TASK OBJECTIVE:
Please set down, exactly as written, the line containing "Where are all text" and every line after it through the end of the records.

DATA TO USE:
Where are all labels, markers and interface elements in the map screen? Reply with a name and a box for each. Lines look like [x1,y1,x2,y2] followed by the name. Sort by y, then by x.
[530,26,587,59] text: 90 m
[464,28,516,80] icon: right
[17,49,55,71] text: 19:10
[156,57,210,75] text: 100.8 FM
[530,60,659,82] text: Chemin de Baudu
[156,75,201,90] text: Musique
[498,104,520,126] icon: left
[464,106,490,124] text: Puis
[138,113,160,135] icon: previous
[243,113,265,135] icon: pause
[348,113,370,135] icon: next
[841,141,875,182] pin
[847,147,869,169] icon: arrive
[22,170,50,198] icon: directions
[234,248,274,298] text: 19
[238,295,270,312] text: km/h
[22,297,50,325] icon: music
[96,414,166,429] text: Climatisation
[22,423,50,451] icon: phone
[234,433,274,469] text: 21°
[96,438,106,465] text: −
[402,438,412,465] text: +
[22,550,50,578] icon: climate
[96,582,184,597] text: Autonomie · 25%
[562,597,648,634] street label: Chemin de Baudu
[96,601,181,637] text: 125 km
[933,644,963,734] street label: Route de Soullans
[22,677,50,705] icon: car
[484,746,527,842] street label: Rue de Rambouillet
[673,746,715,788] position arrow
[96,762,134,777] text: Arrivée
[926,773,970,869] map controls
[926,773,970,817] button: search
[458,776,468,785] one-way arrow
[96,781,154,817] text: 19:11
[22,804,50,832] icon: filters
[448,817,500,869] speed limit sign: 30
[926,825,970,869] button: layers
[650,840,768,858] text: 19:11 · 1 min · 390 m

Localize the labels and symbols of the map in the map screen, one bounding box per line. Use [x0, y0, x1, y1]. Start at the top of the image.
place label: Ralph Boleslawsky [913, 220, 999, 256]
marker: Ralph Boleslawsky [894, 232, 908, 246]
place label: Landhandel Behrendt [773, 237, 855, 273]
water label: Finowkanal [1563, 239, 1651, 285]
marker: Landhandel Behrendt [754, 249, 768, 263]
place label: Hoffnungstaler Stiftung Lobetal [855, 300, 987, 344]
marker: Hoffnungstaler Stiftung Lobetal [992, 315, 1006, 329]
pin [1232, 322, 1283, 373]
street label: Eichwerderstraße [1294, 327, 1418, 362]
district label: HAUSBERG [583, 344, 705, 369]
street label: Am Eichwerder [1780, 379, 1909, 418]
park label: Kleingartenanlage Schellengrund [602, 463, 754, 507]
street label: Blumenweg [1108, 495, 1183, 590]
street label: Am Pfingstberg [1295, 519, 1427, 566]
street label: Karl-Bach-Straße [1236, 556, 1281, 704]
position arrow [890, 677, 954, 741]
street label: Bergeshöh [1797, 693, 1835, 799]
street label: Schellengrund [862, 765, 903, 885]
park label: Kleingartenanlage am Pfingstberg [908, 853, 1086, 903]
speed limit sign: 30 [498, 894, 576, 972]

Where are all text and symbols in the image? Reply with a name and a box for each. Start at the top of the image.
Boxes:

TASK SOLUTION:
Where are all text and symbols in the image? Reply with a name and a box for each. Start at the top of the image.
Boxes:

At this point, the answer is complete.